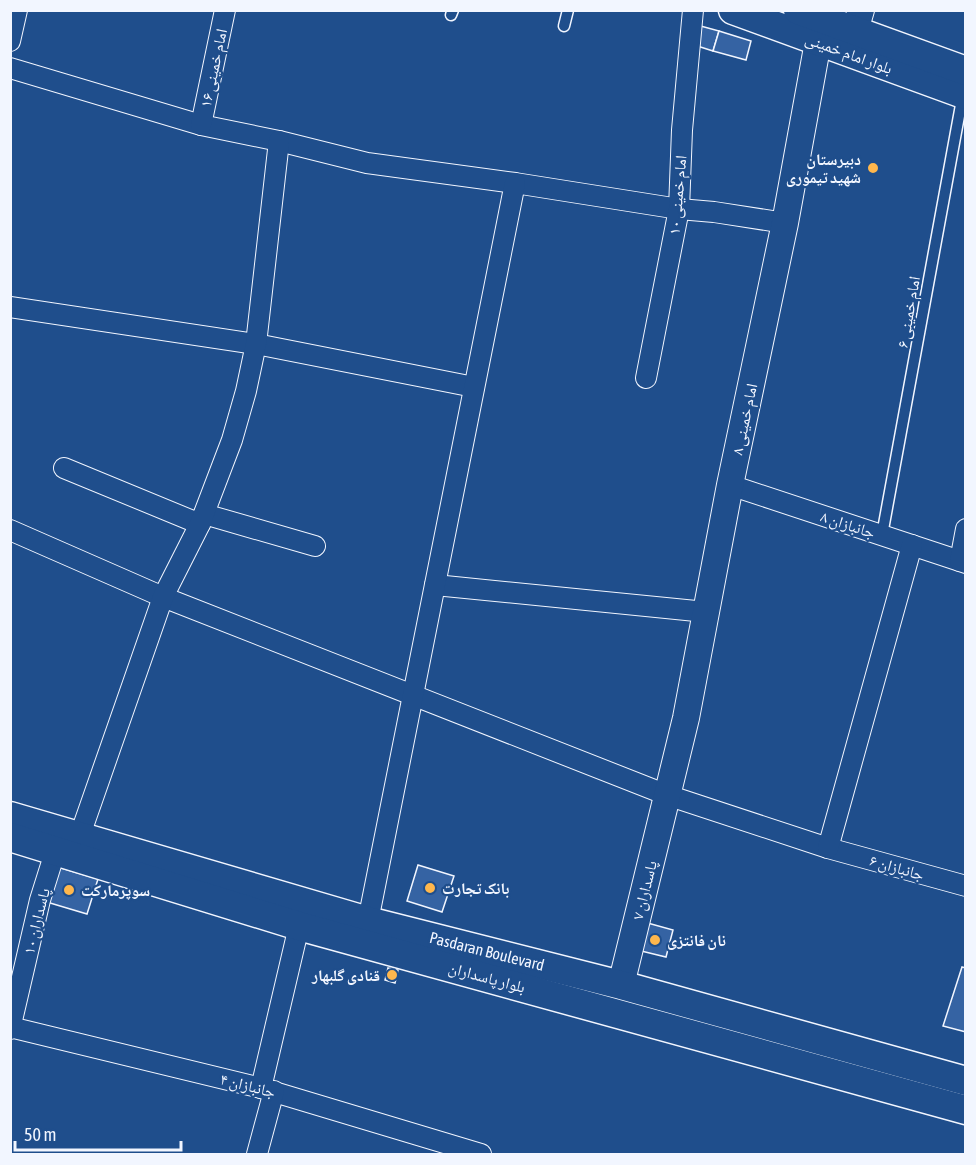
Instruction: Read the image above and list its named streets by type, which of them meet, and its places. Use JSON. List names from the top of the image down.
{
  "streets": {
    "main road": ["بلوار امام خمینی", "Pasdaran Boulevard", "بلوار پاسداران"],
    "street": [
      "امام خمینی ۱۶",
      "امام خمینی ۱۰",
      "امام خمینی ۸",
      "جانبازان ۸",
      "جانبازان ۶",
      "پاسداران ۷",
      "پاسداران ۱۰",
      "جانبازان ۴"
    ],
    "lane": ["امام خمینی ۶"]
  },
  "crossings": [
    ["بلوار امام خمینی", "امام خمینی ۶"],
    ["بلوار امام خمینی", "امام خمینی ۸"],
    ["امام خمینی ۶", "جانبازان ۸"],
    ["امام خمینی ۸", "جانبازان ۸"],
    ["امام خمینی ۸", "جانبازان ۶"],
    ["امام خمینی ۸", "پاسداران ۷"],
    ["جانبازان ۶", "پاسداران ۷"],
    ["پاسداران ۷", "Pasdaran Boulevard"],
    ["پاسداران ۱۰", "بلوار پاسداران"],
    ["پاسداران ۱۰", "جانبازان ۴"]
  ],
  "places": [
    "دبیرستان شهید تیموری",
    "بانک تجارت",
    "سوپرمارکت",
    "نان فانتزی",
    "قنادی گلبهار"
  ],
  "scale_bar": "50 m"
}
* * * * * * * * *
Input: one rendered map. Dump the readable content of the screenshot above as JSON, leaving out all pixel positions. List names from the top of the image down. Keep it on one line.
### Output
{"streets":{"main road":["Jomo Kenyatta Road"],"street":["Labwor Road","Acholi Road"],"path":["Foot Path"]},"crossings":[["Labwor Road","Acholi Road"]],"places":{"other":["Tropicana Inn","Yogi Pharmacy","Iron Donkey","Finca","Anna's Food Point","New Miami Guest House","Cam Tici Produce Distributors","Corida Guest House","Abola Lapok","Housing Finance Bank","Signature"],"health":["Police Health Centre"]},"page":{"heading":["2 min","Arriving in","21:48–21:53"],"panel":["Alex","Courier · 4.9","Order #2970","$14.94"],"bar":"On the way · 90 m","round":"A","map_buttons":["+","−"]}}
* * * * * * * * *
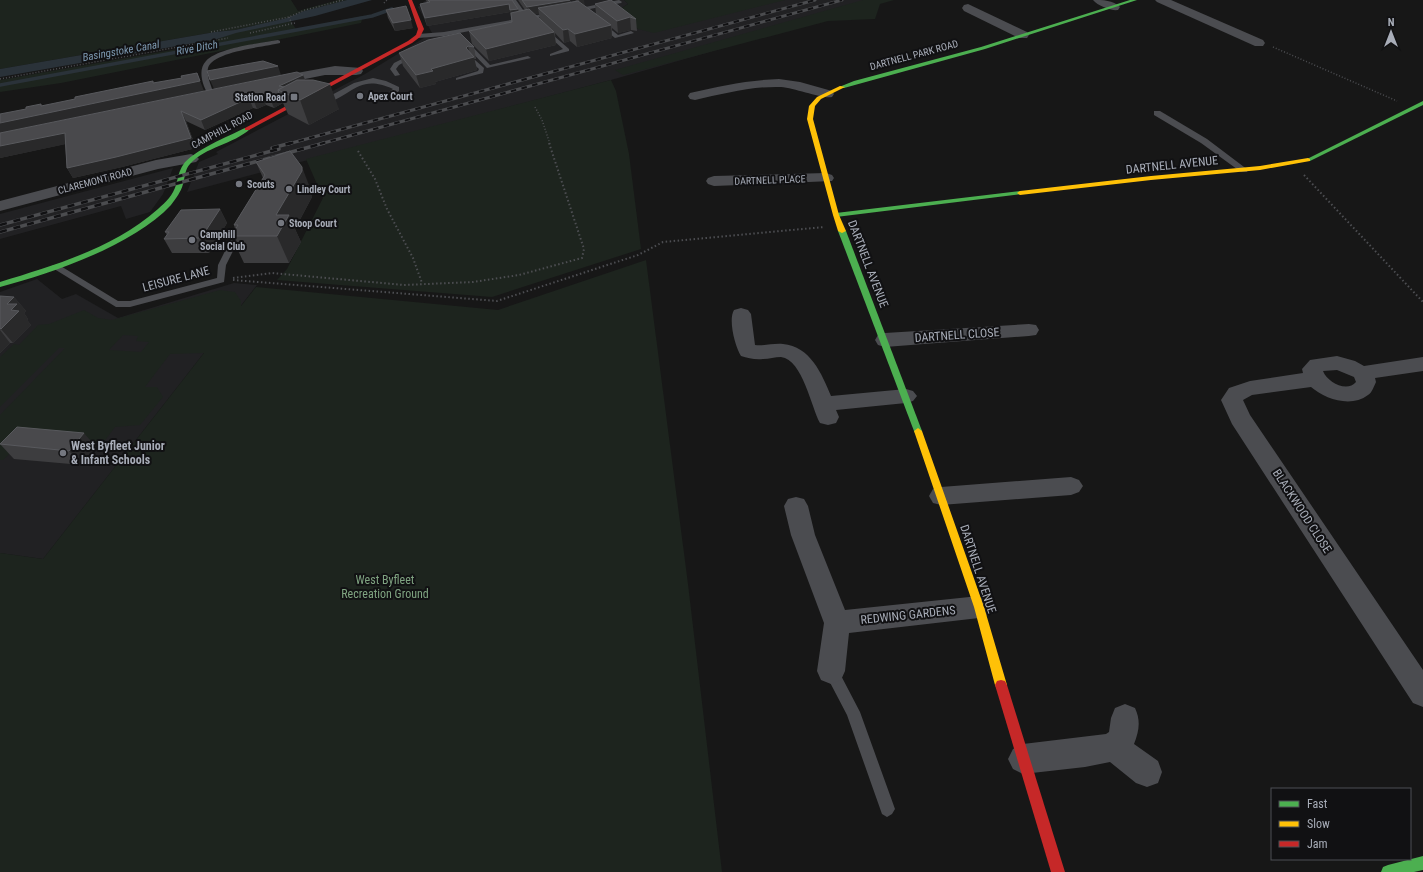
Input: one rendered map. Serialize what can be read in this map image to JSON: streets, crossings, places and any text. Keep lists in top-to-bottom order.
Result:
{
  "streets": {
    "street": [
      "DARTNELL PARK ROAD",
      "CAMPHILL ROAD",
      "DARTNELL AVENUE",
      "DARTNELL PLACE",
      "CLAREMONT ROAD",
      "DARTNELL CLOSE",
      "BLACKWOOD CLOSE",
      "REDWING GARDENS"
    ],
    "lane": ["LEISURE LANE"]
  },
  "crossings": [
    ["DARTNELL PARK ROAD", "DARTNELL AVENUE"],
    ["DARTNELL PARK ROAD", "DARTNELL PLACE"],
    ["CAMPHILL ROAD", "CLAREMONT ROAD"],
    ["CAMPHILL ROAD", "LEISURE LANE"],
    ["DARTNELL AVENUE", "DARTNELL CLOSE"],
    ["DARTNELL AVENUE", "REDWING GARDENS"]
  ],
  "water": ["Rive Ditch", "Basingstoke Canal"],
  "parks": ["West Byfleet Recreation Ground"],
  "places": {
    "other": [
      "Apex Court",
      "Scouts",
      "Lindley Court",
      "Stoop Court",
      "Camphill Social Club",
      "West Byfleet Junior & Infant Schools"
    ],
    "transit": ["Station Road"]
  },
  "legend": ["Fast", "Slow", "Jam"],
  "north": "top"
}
* * * * * * * * *
For an answer, give a copy of every line in the listing that holds the word "rendered".

Input: one rendered map. Dump the readable content of the screenshot above as JSON, leaving out all pixel positions. List names from the top of the image down. Keep it on one line.
Input: one rendered map. Serialize what can be read in this map image to JSON: streets, crossings, places and any text. Keep lists in top-to-bottom order.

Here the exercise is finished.